Besides, the primary caregiver, close family members helped determine and identify potential patient responses to distress. The coordination with the caregiver also made the patient more comfortable at first, especially during meaningful discussions. I learned that establishing a relationship with the patient and the carer is the first step of gaining the patient’s trust, subsequently understanding the best ways to personalize care

We approached the issue of consent, capacity, and decision-making by assuming that the patient could make decisions unless proved otherwise, gave time and communicated through clear and straightforward approaches, and supported the patient to make the decision wherever possible. Besides, we assessed the capacity to make decisions on each decision to ensure that the patient was capable of comprehending the risks and possible treatment outcomes.

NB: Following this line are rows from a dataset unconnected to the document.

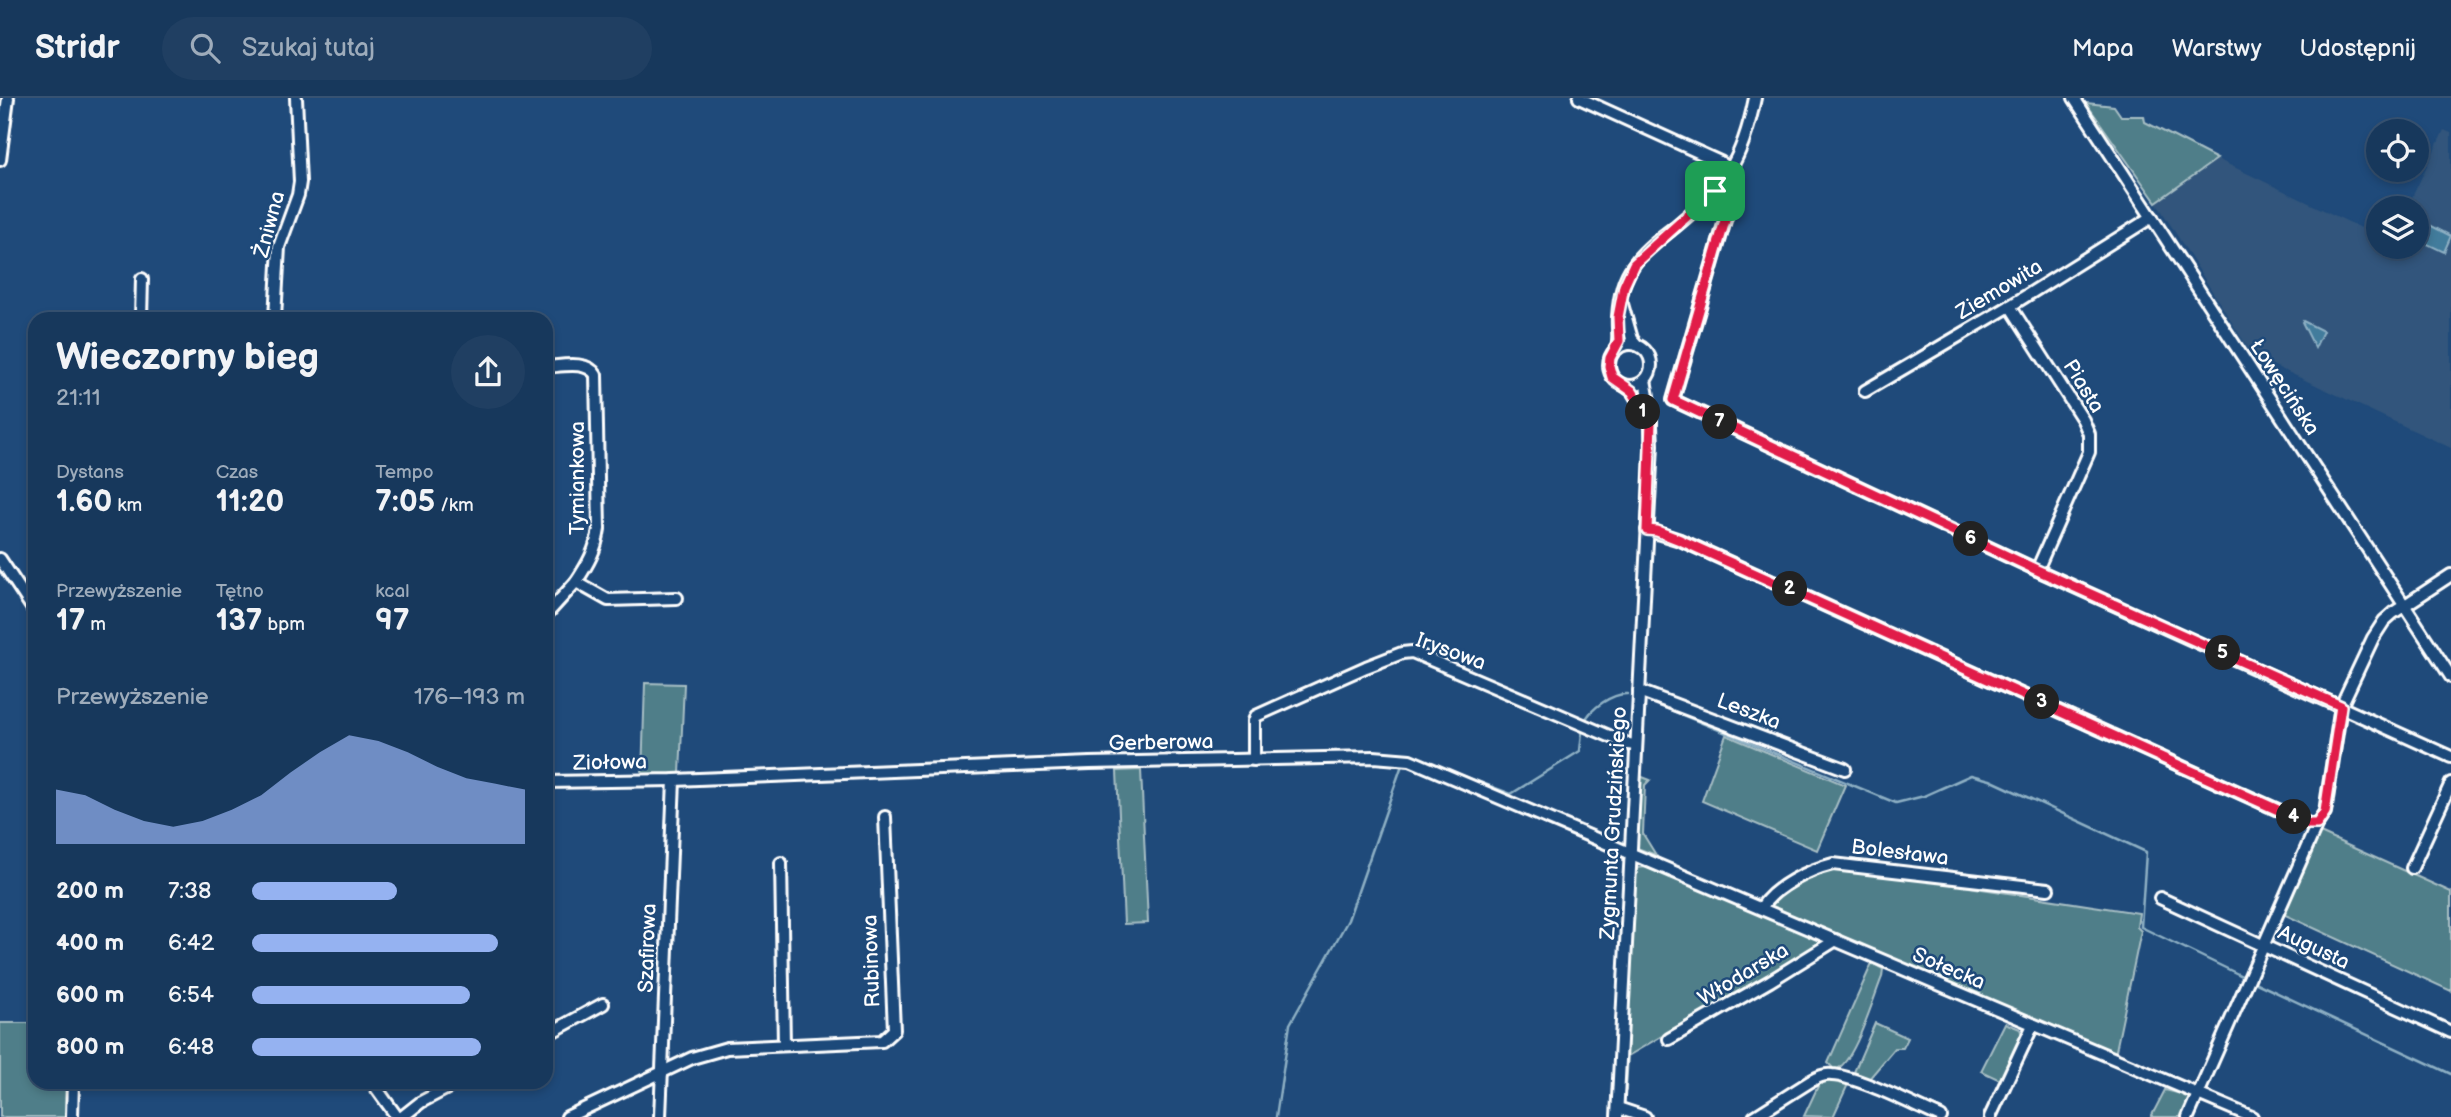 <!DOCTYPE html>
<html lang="pl">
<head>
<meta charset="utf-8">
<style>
  :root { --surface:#17385c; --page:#203f62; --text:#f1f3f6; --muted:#9eacbb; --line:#365272; --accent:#95b2f1 }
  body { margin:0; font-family:"Balsamiq Sans",sans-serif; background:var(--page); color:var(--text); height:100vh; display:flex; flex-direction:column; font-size:26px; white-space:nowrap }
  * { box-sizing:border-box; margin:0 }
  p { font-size:23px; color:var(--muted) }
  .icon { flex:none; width:38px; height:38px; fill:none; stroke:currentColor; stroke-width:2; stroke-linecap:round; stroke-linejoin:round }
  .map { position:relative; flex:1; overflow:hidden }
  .side { position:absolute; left:28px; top:214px; width:525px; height:777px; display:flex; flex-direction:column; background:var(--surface); border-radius:21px; box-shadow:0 4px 10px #0003,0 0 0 2px var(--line) }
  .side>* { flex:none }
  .controls { position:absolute; left:2366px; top:21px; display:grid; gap:14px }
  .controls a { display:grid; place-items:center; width:63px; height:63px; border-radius:50%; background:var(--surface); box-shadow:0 4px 10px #0003,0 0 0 2px var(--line); font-size:35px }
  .pin { position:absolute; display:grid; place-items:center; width:60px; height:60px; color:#fff; margin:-30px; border-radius:14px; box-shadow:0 4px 10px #0006 }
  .km { position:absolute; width:35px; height:35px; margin:-18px; border-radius:50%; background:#222; color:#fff; font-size:19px; line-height:35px; text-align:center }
  .round { display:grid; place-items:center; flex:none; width:74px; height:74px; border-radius:37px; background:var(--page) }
  .head { display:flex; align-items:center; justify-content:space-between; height:119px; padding:0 28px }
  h1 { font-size:38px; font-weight:800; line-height:52px }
  .metrics { display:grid; grid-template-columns:repeat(3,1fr); gap:10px; height:119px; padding:7px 28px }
  .metrics div { display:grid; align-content:center }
  .metrics b { font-size:30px; font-weight:800 }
  .metrics small { font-size:19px; font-weight:400 }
  .metrics p { font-size:19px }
  .chart { height:196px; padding:14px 28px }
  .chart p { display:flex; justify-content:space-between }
  .chart svg { width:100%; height:126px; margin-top:7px; fill:var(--accent); opacity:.7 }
  ul { padding:0 28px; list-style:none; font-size:23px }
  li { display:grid; grid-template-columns:112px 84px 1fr; align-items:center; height:52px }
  li i { height:18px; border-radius:9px; background:var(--accent) }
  header { display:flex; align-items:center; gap:42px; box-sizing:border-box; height:98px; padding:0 35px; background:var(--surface); border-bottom:2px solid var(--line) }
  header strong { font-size:33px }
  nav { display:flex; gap:38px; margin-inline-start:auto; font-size:24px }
  .search { width:490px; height:63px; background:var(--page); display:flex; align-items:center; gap:18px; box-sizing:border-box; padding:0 24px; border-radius:38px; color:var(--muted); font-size:26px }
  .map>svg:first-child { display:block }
  .built { fill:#31557b }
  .green { fill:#4f7e89; stroke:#a7bec4; stroke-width:2 }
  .water { fill:#427b9c; stroke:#8eb0c4; stroke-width:2 }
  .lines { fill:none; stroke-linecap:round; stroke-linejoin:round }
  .stream { stroke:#8eb0c4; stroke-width:2.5 }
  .minor-casing { stroke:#fff; stroke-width:16 }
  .minor { stroke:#1f4a7a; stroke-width:10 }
  .route-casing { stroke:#fff; stroke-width:14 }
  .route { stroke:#e11d48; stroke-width:9 }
  .labels { text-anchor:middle; stroke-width:5; stroke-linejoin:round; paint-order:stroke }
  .street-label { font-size:21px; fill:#fff; stroke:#1f4a7a }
</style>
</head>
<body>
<header>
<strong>Stridr</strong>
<div class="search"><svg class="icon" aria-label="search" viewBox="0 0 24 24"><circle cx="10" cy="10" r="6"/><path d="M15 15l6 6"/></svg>Szukaj tutaj</div>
<nav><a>Mapa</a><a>Warstwy</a><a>Udostępnij</a></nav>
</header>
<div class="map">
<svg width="2451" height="1019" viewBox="0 0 2451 1019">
  <rect width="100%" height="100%" fill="#1f4a7a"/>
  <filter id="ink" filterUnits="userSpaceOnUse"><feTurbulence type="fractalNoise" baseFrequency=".0143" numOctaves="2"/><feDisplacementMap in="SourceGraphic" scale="14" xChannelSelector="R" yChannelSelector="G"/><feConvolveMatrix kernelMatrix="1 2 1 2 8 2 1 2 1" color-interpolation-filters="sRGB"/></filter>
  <g filter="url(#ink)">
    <path class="built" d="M2444 32 2451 35V350L2253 258 2156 104 2217 61 2378 138V149H2417V110H2407Z"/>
    <g class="green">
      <path d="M2086 5 2114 8 2121 18H2144L2145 24 2217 61 2156 104Z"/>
      <path d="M645 585 684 586 680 676 642 678Z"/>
      <path d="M1726 637 1845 687 1817 752 1702 703Z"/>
      <path d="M1141 672 1148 825 1124 826 1117 673Z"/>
      <path d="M1632 675 1650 682 1645 687 1643 736 1656 757 1637 750 1631 745Z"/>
      <path d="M2318 734 2451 794V893L2281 815Z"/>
      <path d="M1649 769 1657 770 1820 840 1819 848 1719 912 1694 919 1628 958 1626 992 1619 986 1635 770Z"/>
      <path d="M1839 769 2139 815 2137 829 2141 833 2115 957 1764 809C1781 789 1813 773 1839 769Z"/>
      <path d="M1872 865 1883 871 1882 879C1874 898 1854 967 1835 972L1828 965Z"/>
      <path d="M0 925H35V984H69L67 1019H0Z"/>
      <path d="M1875 925 1908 940 1903 950H1895L1869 981 1854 974Z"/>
      <path d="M2005 925 2020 931 2023 940 2002 983 1981 973Z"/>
      <path d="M1825 981 1849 984 1833 1019 1804 1018 1819 986Z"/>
      <path d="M2165 992 2190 998 2191 1003 2183 1019H2151Z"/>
    </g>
    <g class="water">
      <path d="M2418 121 2451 138 2444 154 2417 141Z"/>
      <path d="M2303 223 2323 233 2315 250 2302 224Z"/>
    </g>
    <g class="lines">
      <g class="stream">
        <path d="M1651 604 1896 705 1924 698 1971 677 1990 682 2146 754 2141 829 2242 878"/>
        <path d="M1584 625C1590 610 1613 595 1628 596"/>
        <path d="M1406 656 1511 696 1580 653 1582 634"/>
        <path d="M2252 883 2451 976"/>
        <path d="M1276 1019 1290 926 1348 822 1403 664"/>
      </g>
      <g class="minor-casing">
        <g id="minor">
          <path d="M1579 0 1720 64 1731 72"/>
          <path d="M2074 0 2451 579"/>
          <path d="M0 62 8 0"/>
          <path d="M1715 93 1727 109 1726 119 1673 302 2037 472 2451 659"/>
          <path d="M1622 206 1632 241 1637 247"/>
          <path d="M2010 208 2083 322 2089 336V354L2037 472"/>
          <path d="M141 220 142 181"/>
          <path d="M275 220 279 149 298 97 300 84 296 0"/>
          <circle cx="1630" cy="267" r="21"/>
          <path d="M1617 251C1620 240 1617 230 1618 219 1619 203 1623 181 1633 168 1643 152 1661 140 1676 128 1726 87 1742 64 1755 0"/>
          <path d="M546 269C562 268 587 262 596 277L599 431C596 452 588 466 576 484"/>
          <path d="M1625 288 1632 293 1651 324"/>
          <path d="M1865 293 2010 208 2152 119"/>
          <path d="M1647 432 1680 442 2309 726H2317"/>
          <path d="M0 461 35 514"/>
          <path d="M546 517 576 484 608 502 677 500"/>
          <path d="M1639 593 1845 671"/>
          <path d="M1254 662V623L1256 618 1366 569 1402 555 1412 554 1628 646 1636 647"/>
          <path d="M546 684 674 682 1090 665 1374 659 1410 662 2252 1019"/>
          <path d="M781 765 784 947"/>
          <path d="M2412 770 2451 685"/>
          <path d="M2160 800 2451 934"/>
          <path d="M1761 810C1775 788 1809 772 1833 766L2048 791"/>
          <path d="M546 937 603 906"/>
          <path d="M1669 941 1770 883 1836 842"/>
          <path d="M372 984 397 1019"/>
          <path d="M1618 1010 1645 1019"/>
          <path d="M72 1019 73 984"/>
          <path d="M402 1019 421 1004 459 984"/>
          <path d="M567 1019 692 960 727 950 882 943 894 932 885 719"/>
          <path d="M660 1019 674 682"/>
          <path d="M1617 1019 1652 347 1650 309 1645 282"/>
          <path d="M1754 1019 1811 983C1818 979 1824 976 1832 977 1857 978 1915 1008 1941 1019"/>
          <path d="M1990 1019 2033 927"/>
          <path d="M2188 1019 2317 726 2325 714 2341 608 2373 540 2384 523 2393 515 2451 477"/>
        </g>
      </g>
      <use href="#minor" class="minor"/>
    </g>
  </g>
  <g class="lines" filter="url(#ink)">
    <g class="route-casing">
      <path id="route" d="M1715 93 1727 109 1726 119 1673 302 2037 472 2341 608 2325 714 2317 726H2309L1680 442 1657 433 1647 432 1651 324 1632 293 1612 279 1609 268 1610 260 1619 243 1618 219 1624 188 1634 166Z"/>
    </g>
    <use href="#route" class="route"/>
  </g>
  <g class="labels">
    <g class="street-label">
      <text transform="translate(269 126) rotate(-75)" y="7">Żniwna</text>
      <text transform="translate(1999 191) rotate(-31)" y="7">Ziemowita</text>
      <text transform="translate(2084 288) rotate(58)" y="7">Piasta</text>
      <text transform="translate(2285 289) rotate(57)" y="7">Łowęcińska</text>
      <text transform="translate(577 380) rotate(-90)" y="7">Tymiankowa</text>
      <text transform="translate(1451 553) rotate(20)" y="7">Irysowa</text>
      <text transform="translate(1749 613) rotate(21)" y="7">Leszka</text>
      <text transform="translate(1161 644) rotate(-1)" y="7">Gerberowa</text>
      <text transform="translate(610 664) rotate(-1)" y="7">Ziołowa</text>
      <text transform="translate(1613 725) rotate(-87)" y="7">Zygmunta Grudzińskiego</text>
      <text transform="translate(1900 754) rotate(7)" y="7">Bolesława</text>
      <text transform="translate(2314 849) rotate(25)" y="7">Augusta</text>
      <text transform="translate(647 850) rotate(-88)" y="7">Szafirowa</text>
      <text transform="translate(871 863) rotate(-92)" y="7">Rubinowa</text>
      <text transform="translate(1949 870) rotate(23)" y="7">Sołecka</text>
      <text transform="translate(1743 876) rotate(-31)" y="7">Włodarska</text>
    </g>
  </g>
</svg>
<div class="controls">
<a><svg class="icon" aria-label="locate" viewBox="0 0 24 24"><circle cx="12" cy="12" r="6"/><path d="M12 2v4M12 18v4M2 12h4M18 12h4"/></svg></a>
<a><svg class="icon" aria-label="layers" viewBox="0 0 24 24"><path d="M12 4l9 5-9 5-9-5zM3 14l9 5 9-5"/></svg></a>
</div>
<div class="pin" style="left:1715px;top:93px;background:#1e9e55"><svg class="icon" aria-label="arrive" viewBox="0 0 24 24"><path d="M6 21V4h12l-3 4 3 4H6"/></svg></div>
<b class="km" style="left:1643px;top:314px">1</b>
<b class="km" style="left:1790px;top:491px">2</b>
<b class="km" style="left:2042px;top:604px">3</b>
<b class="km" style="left:2294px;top:719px">4</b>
<b class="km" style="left:2223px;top:555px">5</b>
<b class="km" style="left:1971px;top:441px">6</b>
<b class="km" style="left:1720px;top:324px">7</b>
<section class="side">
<div class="head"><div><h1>Wieczorny bieg</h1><p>21:11</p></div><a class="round"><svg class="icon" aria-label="share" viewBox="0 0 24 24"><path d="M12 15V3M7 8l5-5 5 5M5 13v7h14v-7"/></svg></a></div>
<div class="metrics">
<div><p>Dystans</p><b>1.60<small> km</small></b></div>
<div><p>Czas</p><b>11:20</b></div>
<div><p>Tempo</p><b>7:05<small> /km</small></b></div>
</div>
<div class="metrics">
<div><p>Przewyższenie</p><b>17<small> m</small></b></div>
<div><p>Tętno</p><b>137<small> bpm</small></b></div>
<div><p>kcal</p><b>97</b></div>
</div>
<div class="chart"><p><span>Przewyższenie</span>176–193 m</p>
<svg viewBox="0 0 160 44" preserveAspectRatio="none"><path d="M0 44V25L10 27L20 32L30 36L40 38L50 36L60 32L70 27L80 19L90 12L100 6L110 8L120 12L130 17L140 21L150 23L160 25V44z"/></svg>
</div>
<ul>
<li><b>200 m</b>7:38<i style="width:53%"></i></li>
<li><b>400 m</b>6:42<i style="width:90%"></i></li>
<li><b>600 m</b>6:54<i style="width:80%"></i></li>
<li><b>800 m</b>6:48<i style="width:84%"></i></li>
</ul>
</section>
</div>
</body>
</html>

In conclusion, the experience shaped my understanding of caregiving to a person with learning disabilities. In assessing the patient’s learning needs, I found it imperative to understand the attitudes and expectations of the patient and close family members. By understanding this, I was able to tailor the experience to meet the patient’s learning needs through adjustments, coordinated care, and extensive engagement with the patient.

References

  • Thompson, D. L. (2017). A framework to guide effective patient education. Primary Health Care, 27(2).
  • Voss, H., Vogel, A., Wagemans, A. M., Francke, A. L., Metsemakers, J. F., Courtens, A. M., & de Veer, A. J. (2017). Advance care planning in palliative care for people with intellectual disabilities: a systematic review. Journal of pain and symptom management, 54(6), 938-960.